◆ Excerpts from a dataset ◆
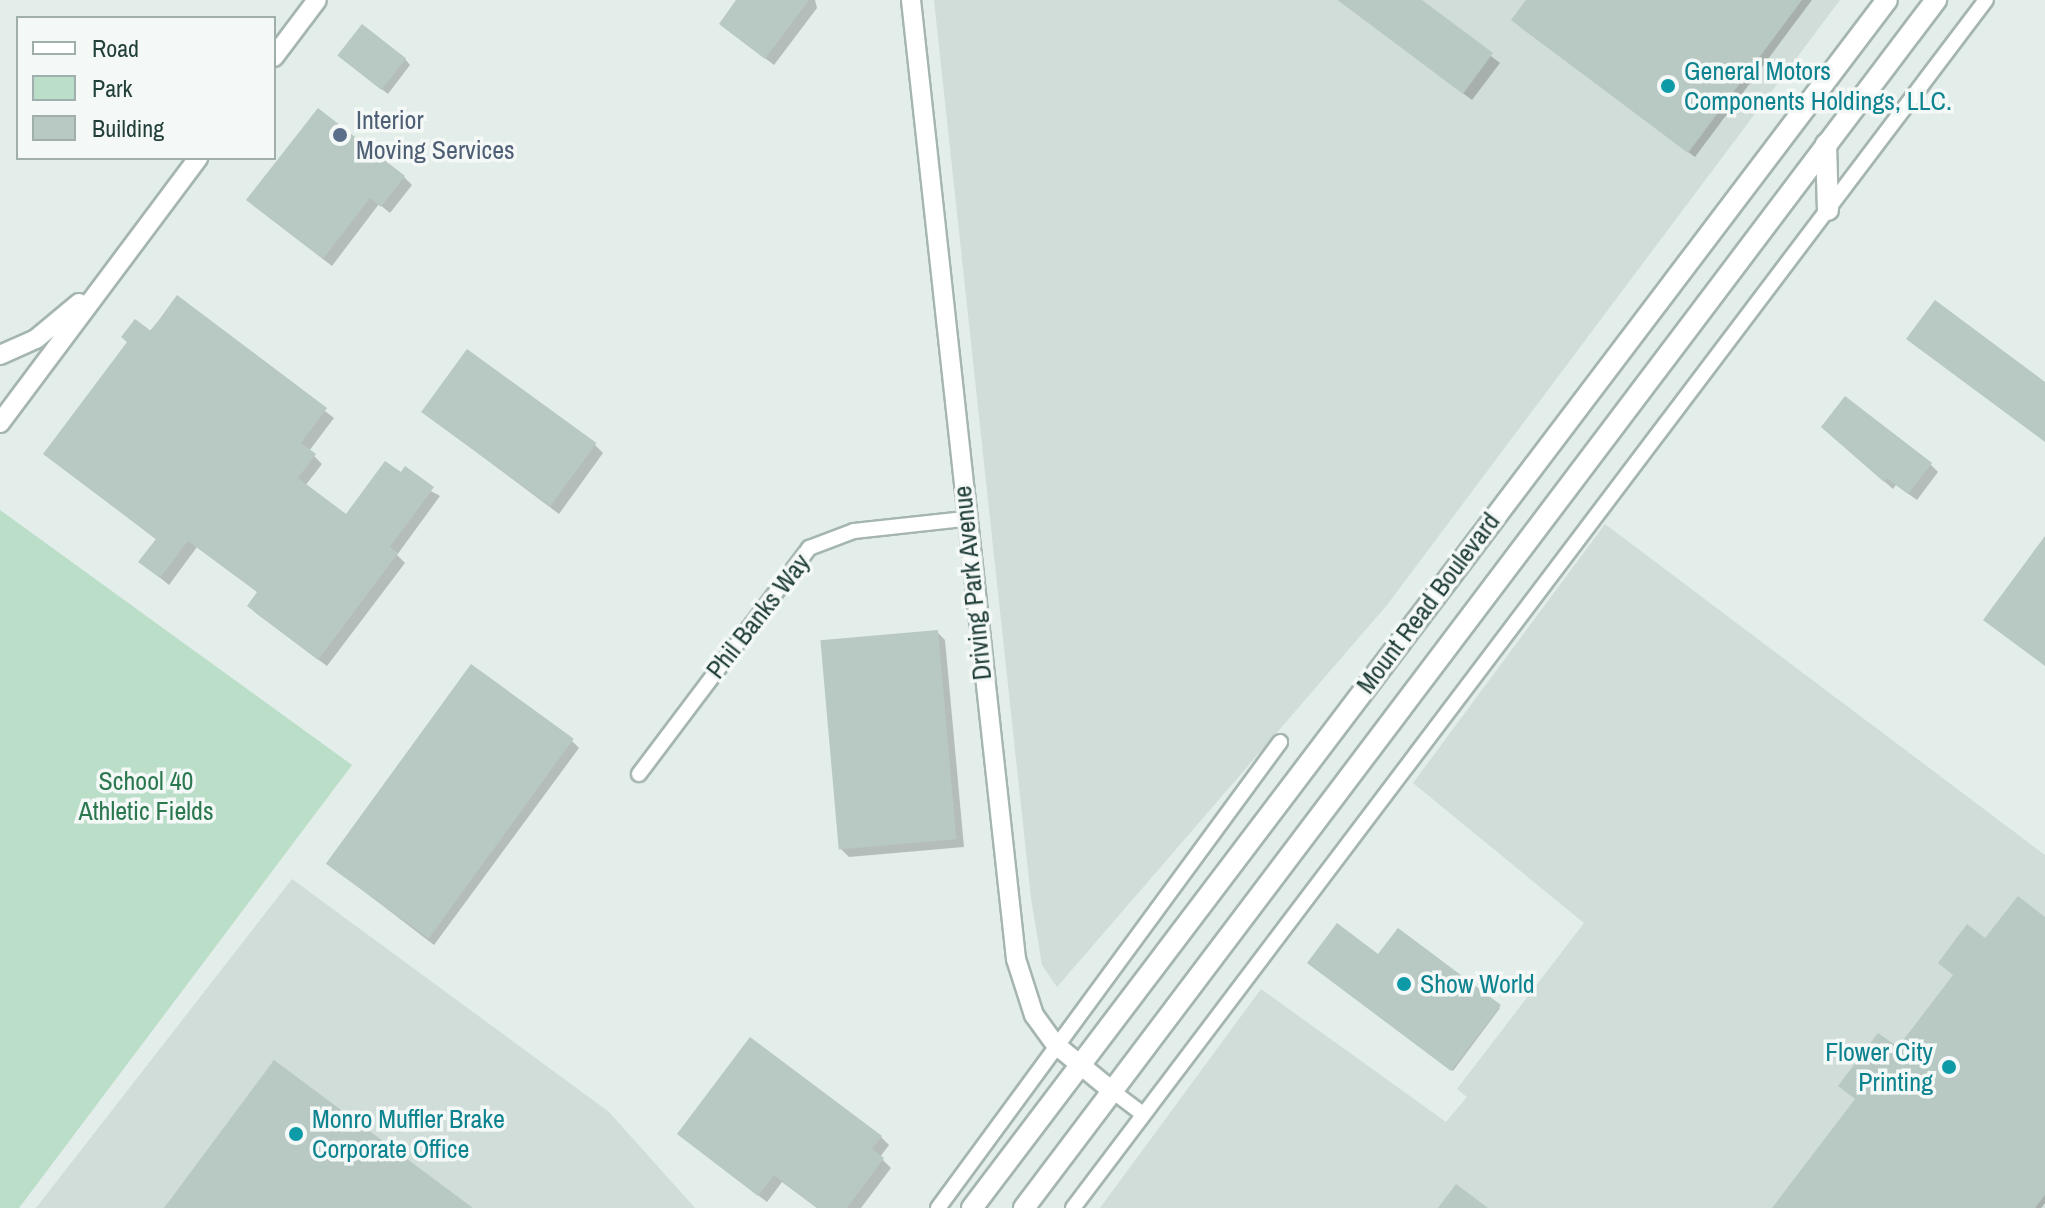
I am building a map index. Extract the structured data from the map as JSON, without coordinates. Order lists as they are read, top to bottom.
{
  "streets": {
    "main road": ["Mount Read Boulevard"],
    "street": ["Driving Park Avenue", "Phil Banks Way"]
  },
  "crossings": [
    ["Driving Park Avenue", "Mount Read Boulevard"],
    ["Driving Park Avenue", "Phil Banks Way"]
  ],
  "parks": ["School 40 Athletic Fields"],
  "places": [
    "General Motors Components Holdings, LLC.",
    "Interior Moving Services",
    "Show World",
    "Flower City Printing",
    "Monro Muffler Brake Corporate Office"
  ],
  "legend": ["Road", "Park", "Building"]
}
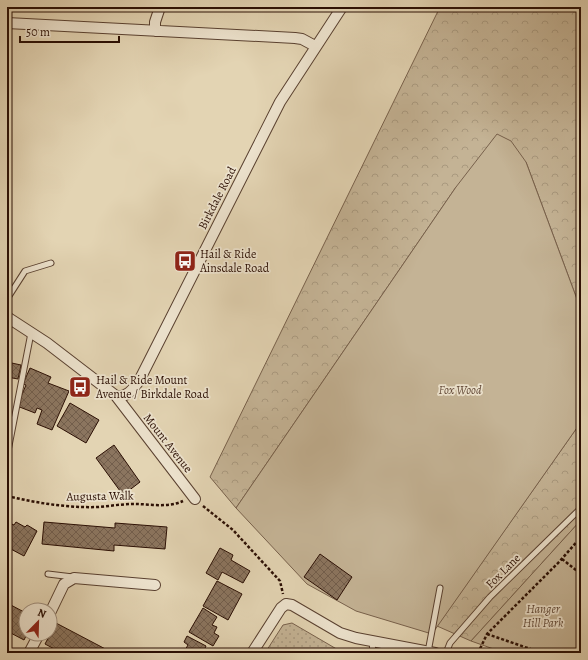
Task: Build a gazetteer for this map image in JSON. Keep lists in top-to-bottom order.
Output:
{
  "streets": {
    "street": ["Birkdale Road", "Mount Avenue"],
    "lane": ["Fox Lane"],
    "path": ["Augusta Walk"]
  },
  "crossings": [
    ["Birkdale Road", "Mount Avenue"],
    ["Mount Avenue", "Augusta Walk"]
  ],
  "parks": ["Fox Wood", "Hanger Hill Park"],
  "places": {
    "bus stop": ["Hail & Ride Ainsdale Road", "Hail & Ride Mount Avenue / Birkdale Road"]
  },
  "scale_bar": "50 m",
  "north": "top right"
}
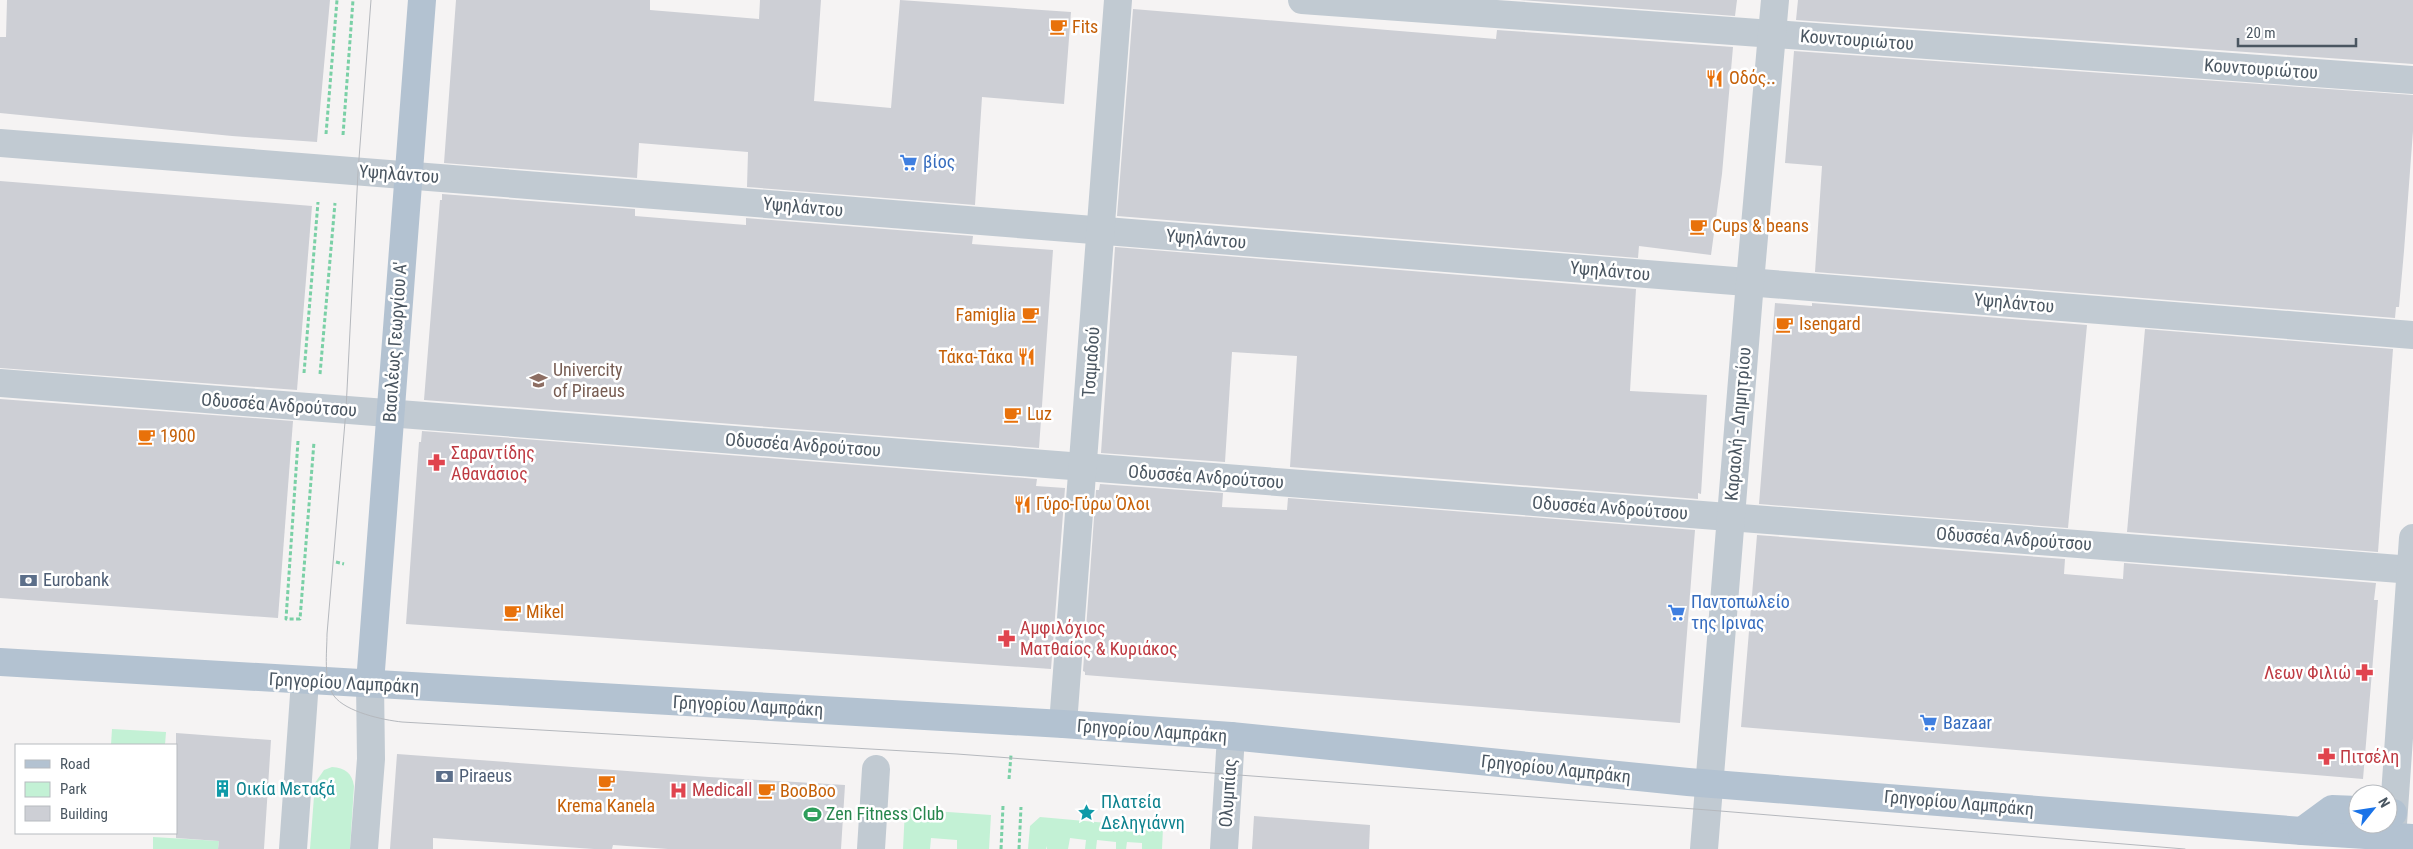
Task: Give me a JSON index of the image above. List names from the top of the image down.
{
  "streets": {
    "main road": ["Βασιλέως Γεωργίου Α'", "Γρηγορίου Λαμπράκη"],
    "street": [
      "Κουντουριώτου",
      "Υψηλάντου",
      "Τσαμαδού",
      "Οδυσσέα Ανδρούτσου",
      "Καραολή - Δημητρίου",
      "Ολυμπίας"
    ]
  },
  "crossings": [
    ["Κουντουριώτου", "Καραολή - Δημητρίου"],
    ["Υψηλάντου", "Βασιλέως Γεωργίου Α'"],
    ["Υψηλάντου", "Τσαμαδού"],
    ["Υψηλάντου", "Καραολή - Δημητρίου"],
    ["Βασιλέως Γεωργίου Α'", "Οδυσσέα Ανδρούτσου"],
    ["Βασιλέως Γεωργίου Α'", "Γρηγορίου Λαμπράκη"],
    ["Τσαμαδού", "Οδυσσέα Ανδρούτσου"],
    ["Τσαμαδού", "Γρηγορίου Λαμπράκη"],
    ["Οδυσσέα Ανδρούτσου", "Καραολή - Δημητρίου"],
    ["Καραολή - Δημητρίου", "Γρηγορίου Λαμπράκη"],
    ["Γρηγορίου Λαμπράκη", "Ολυμπίας"]
  ],
  "places": {
    "cafe": [
      "Fits",
      "Cups & beans",
      "Famiglia",
      "Isengard",
      "Luz",
      "1900",
      "Mikel",
      "Krema Kanela",
      "BooBoo"
    ],
    "restaurant": ["Οδός..", "Τάκα-Τάκα", "Γύρο-Γύρω Όλοι"],
    "supermarket": ["βίος", "Παντοπωλείο της Ιρινας", "Bazaar"],
    "school or university": ["Univercity of Piraeus"],
    "pharmacy": [
      "Σαραντίδης Αθανάσιος",
      "Αμφιλόχιος Ματθαίος & Κυριάκος",
      "Λεων Φιλιώ",
      "Πιτσέλη"
    ],
    "bank": ["Eurobank", "Piraeus"],
    "building": ["Οικία Μεταξά"],
    "hospital": ["Medicall"],
    "place": ["Πλατεία Δεληγιάννη"],
    "sports": ["Zen Fitness Club"]
  },
  "legend": ["Road", "Park", "Building"],
  "scale_bar": "20 m",
  "north": "top right"
}
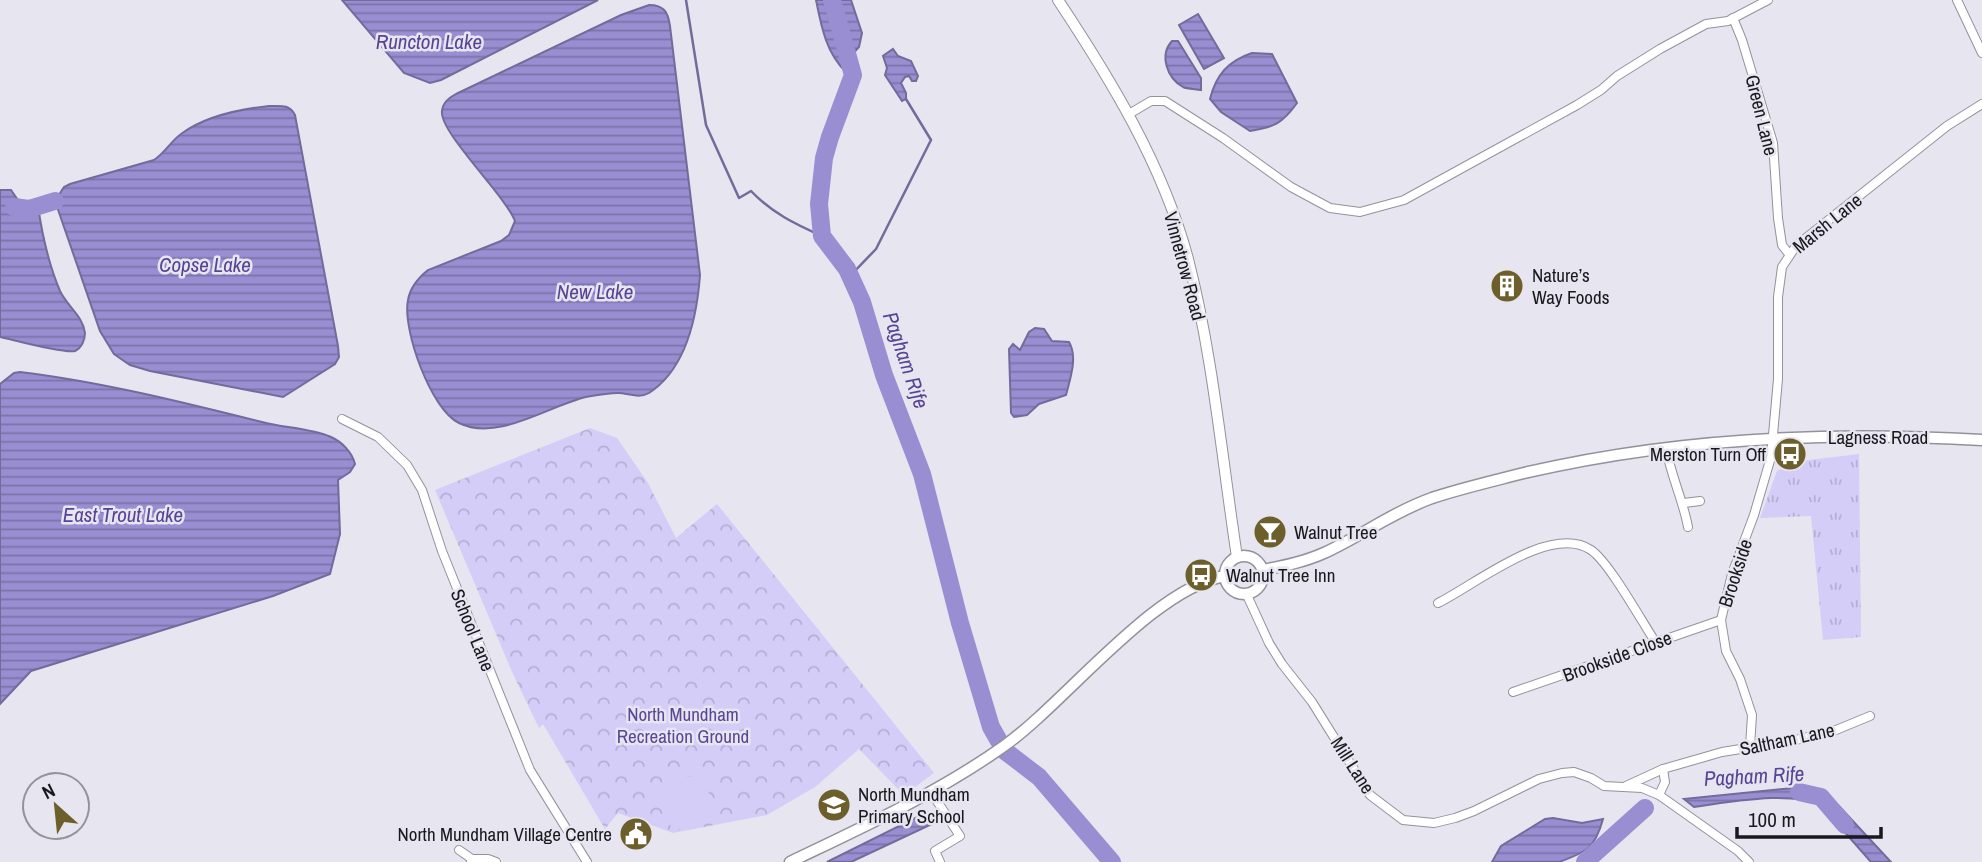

◆ YOUR GOAL ◆
The records above should be retyped in full and exactly; omit the pictures.

◆ TASK OUTPUT ◆
I am building a map index. Extract the structured data from the map as JSON, without coordinates. Order lists as they are read, top to bottom.
{
  "streets": {
    "main road": ["Mount Read Boulevard"],
    "street": ["Driving Park Avenue", "Phil Banks Way"]
  },
  "crossings": [
    ["Driving Park Avenue", "Mount Read Boulevard"],
    ["Driving Park Avenue", "Phil Banks Way"]
  ],
  "parks": ["School 40 Athletic Fields"],
  "places": [
    "General Motors Components Holdings, LLC.",
    "Interior Moving Services",
    "Show World",
    "Flower City Printing",
    "Monro Muffler Brake Corporate Office"
  ],
  "legend": ["Road", "Park", "Building"]
}
Task: Build a gazetteer for this map image in JSON. Keep lists in top-to-bottom order.
Output:
{
  "streets": {
    "street": ["Birkdale Road", "Mount Avenue"],
    "lane": ["Fox Lane"],
    "path": ["Augusta Walk"]
  },
  "crossings": [
    ["Birkdale Road", "Mount Avenue"],
    ["Mount Avenue", "Augusta Walk"]
  ],
  "parks": ["Fox Wood", "Hanger Hill Park"],
  "places": {
    "bus stop": ["Hail & Ride Ainsdale Road", "Hail & Ride Mount Avenue / Birkdale Road"]
  },
  "scale_bar": "50 m",
  "north": "top right"
}
Task: Give me a JSON index of the image above. List names from the top of the image down.
{
  "streets": {
    "main road": ["Βασιλέως Γεωργίου Α'", "Γρηγορίου Λαμπράκη"],
    "street": [
      "Κουντουριώτου",
      "Υψηλάντου",
      "Τσαμαδού",
      "Οδυσσέα Ανδρούτσου",
      "Καραολή - Δημητρίου",
      "Ολυμπίας"
    ]
  },
  "crossings": [
    ["Κουντουριώτου", "Καραολή - Δημητρίου"],
    ["Υψηλάντου", "Βασιλέως Γεωργίου Α'"],
    ["Υψηλάντου", "Τσαμαδού"],
    ["Υψηλάντου", "Καραολή - Δημητρίου"],
    ["Βασιλέως Γεωργίου Α'", "Οδυσσέα Ανδρούτσου"],
    ["Βασιλέως Γεωργίου Α'", "Γρηγορίου Λαμπράκη"],
    ["Τσαμαδού", "Οδυσσέα Ανδρούτσου"],
    ["Τσαμαδού", "Γρηγορίου Λαμπράκη"],
    ["Οδυσσέα Ανδρούτσου", "Καραολή - Δημητρίου"],
    ["Καραολή - Δημητρίου", "Γρηγορίου Λαμπράκη"],
    ["Γρηγορίου Λαμπράκη", "Ολυμπίας"]
  ],
  "places": {
    "cafe": [
      "Fits",
      "Cups & beans",
      "Famiglia",
      "Isengard",
      "Luz",
      "1900",
      "Mikel",
      "Krema Kanela",
      "BooBoo"
    ],
    "restaurant": ["Οδός..", "Τάκα-Τάκα", "Γύρο-Γύρω Όλοι"],
    "supermarket": ["βίος", "Παντοπωλείο της Ιρινας", "Bazaar"],
    "school or university": ["Univercity of Piraeus"],
    "pharmacy": [
      "Σαραντίδης Αθανάσιος",
      "Αμφιλόχιος Ματθαίος & Κυριάκος",
      "Λεων Φιλιώ",
      "Πιτσέλη"
    ],
    "bank": ["Eurobank", "Piraeus"],
    "building": ["Οικία Μεταξά"],
    "hospital": ["Medicall"],
    "place": ["Πλατεία Δεληγιάννη"],
    "sports": ["Zen Fitness Club"]
  },
  "legend": ["Road", "Park", "Building"],
  "scale_bar": "20 m",
  "north": "top right"
}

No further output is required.